[Source data — start]
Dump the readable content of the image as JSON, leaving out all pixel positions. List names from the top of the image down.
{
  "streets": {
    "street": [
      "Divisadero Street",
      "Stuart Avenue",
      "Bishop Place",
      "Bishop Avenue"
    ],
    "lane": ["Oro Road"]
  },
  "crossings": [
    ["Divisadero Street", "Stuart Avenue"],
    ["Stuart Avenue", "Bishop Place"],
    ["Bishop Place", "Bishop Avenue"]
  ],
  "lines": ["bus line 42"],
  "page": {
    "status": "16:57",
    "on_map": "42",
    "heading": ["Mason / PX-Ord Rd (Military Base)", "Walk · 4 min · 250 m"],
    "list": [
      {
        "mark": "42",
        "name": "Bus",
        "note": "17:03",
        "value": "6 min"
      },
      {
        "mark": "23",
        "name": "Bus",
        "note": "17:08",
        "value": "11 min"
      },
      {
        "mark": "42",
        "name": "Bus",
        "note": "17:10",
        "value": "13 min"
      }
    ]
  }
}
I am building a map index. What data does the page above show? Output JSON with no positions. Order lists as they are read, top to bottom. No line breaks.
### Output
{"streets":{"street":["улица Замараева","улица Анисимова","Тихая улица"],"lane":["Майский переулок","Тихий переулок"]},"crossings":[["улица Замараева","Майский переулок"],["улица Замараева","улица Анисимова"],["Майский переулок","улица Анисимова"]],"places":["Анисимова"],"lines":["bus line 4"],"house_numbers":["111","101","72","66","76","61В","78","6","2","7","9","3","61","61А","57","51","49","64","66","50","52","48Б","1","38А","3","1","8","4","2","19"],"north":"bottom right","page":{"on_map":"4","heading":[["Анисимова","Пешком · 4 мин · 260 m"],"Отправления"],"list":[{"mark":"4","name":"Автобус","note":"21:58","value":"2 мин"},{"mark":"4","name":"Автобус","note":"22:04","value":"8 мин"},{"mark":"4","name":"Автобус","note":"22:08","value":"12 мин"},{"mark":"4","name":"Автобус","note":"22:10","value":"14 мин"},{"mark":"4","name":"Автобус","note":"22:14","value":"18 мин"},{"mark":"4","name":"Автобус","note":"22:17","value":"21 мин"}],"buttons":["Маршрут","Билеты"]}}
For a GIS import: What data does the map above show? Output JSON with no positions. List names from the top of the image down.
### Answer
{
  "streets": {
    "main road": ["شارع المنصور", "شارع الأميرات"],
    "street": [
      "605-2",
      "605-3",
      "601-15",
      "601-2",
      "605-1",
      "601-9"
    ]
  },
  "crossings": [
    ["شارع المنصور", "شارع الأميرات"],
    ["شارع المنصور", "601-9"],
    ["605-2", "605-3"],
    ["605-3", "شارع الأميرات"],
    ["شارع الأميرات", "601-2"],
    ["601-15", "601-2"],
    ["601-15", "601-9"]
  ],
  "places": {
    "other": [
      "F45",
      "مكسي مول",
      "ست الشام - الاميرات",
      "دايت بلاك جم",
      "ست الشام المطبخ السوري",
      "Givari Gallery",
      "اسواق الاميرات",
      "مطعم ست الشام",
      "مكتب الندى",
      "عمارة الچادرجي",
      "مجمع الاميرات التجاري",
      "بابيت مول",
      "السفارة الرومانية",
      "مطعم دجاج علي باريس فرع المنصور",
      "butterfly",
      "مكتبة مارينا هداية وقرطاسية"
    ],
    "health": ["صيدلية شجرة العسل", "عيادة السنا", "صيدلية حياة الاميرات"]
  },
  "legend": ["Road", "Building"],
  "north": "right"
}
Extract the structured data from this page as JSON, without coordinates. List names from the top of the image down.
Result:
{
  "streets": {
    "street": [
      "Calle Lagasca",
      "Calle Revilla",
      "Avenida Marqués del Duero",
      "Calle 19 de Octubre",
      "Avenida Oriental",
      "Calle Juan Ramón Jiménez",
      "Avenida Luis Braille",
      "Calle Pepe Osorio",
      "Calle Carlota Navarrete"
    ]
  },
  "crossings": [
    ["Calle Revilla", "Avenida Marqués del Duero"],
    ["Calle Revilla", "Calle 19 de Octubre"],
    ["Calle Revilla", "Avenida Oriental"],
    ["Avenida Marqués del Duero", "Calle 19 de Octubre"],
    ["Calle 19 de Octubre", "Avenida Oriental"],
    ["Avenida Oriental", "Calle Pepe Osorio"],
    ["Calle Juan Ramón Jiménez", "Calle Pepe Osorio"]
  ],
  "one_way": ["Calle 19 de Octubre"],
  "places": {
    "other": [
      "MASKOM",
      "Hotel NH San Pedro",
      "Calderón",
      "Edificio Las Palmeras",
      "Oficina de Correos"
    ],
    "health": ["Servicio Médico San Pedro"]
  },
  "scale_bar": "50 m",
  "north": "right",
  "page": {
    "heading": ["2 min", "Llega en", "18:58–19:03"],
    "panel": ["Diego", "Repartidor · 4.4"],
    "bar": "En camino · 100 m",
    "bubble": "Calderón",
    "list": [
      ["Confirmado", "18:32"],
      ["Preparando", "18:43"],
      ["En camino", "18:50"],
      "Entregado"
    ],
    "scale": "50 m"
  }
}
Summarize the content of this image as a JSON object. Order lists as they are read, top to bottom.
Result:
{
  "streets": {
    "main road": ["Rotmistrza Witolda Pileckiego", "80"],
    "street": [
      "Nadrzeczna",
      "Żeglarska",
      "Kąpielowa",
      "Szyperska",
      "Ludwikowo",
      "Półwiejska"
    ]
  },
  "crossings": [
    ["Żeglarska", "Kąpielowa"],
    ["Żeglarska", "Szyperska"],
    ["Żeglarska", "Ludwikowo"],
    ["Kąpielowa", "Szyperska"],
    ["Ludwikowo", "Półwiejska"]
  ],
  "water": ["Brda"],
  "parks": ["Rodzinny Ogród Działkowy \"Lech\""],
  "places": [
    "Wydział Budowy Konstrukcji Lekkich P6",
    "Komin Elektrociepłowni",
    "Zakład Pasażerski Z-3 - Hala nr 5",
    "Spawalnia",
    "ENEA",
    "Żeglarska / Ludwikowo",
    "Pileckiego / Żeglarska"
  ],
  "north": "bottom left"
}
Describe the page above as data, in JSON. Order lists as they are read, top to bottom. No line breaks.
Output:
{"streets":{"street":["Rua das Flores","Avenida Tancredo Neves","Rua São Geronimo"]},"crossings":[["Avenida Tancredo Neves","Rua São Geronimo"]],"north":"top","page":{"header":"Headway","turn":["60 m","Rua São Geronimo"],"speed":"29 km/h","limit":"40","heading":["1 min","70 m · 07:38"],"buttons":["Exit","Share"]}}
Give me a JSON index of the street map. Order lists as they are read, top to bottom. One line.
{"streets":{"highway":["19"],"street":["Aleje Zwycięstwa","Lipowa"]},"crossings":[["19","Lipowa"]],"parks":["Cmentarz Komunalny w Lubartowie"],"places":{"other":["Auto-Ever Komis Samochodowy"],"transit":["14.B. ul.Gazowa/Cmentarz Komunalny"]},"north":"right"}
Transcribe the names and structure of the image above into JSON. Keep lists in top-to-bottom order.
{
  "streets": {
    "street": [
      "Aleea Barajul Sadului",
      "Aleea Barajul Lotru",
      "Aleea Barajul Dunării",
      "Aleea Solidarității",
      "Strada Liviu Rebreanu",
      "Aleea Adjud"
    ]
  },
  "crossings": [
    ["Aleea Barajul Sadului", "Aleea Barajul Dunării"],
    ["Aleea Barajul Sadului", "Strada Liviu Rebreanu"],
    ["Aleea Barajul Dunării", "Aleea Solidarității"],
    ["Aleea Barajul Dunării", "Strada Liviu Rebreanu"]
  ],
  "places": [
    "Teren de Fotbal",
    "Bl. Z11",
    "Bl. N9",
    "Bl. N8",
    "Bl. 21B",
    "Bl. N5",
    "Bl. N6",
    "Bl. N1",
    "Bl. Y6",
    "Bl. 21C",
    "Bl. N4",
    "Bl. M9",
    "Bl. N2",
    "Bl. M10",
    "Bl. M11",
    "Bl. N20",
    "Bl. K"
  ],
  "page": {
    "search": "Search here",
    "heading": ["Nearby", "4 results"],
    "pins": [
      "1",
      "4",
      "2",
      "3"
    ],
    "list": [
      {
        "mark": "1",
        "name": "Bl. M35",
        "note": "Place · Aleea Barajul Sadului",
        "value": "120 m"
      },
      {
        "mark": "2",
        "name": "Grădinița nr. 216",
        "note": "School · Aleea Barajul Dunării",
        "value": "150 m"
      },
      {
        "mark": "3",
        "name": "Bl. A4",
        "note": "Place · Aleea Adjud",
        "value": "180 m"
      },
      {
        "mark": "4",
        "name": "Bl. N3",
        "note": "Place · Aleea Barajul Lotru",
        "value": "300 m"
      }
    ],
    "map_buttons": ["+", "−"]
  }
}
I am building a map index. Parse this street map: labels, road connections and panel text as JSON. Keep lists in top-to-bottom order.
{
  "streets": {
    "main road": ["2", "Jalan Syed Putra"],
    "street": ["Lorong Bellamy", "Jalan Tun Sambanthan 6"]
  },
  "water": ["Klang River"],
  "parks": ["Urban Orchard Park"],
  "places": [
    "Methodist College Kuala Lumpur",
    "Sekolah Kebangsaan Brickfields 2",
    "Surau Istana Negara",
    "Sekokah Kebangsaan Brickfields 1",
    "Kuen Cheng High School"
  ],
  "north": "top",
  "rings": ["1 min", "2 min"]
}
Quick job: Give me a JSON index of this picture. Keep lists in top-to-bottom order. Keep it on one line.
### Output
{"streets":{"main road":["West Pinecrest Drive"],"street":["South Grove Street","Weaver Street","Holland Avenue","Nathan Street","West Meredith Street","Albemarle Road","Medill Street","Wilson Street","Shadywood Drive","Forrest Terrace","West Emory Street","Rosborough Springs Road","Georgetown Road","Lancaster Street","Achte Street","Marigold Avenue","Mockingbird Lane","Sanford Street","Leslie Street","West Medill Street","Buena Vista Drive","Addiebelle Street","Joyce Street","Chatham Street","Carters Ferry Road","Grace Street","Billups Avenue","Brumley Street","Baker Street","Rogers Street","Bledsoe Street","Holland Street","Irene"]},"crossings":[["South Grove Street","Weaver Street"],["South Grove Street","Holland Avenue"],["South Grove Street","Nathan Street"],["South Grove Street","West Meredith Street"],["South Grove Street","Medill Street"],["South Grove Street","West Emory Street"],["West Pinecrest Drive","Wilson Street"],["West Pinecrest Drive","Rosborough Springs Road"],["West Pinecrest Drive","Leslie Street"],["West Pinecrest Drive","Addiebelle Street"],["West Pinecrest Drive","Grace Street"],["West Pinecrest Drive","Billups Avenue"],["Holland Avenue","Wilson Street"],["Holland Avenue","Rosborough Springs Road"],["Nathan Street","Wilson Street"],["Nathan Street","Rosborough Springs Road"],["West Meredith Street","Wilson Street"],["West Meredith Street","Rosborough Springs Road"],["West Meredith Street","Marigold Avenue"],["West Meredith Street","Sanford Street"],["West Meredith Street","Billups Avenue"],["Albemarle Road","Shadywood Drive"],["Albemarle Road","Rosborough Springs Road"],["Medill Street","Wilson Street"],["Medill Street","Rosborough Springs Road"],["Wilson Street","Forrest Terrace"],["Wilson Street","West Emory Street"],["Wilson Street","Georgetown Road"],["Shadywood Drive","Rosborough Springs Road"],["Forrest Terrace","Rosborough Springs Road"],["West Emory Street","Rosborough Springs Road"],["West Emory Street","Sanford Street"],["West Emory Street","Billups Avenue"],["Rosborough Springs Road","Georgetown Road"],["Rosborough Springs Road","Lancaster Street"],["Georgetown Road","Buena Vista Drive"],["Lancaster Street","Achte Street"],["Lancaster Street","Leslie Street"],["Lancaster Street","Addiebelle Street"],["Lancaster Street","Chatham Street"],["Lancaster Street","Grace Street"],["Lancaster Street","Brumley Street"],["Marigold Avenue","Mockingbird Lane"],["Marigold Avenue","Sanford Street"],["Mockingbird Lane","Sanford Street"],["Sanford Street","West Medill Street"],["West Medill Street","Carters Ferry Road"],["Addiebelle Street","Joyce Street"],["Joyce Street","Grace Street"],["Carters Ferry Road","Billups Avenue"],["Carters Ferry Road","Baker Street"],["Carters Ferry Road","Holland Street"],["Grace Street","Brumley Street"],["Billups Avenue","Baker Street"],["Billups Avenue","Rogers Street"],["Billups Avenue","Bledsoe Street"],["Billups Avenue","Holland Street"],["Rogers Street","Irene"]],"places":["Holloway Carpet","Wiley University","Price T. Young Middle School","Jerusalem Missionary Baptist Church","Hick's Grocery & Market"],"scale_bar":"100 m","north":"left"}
[Source data — finish]
# Task brief:
Where the string "Dunării" appears in a line of the entries, that line counts; state the total number of such lines and nothing else.

# Output for this task:
5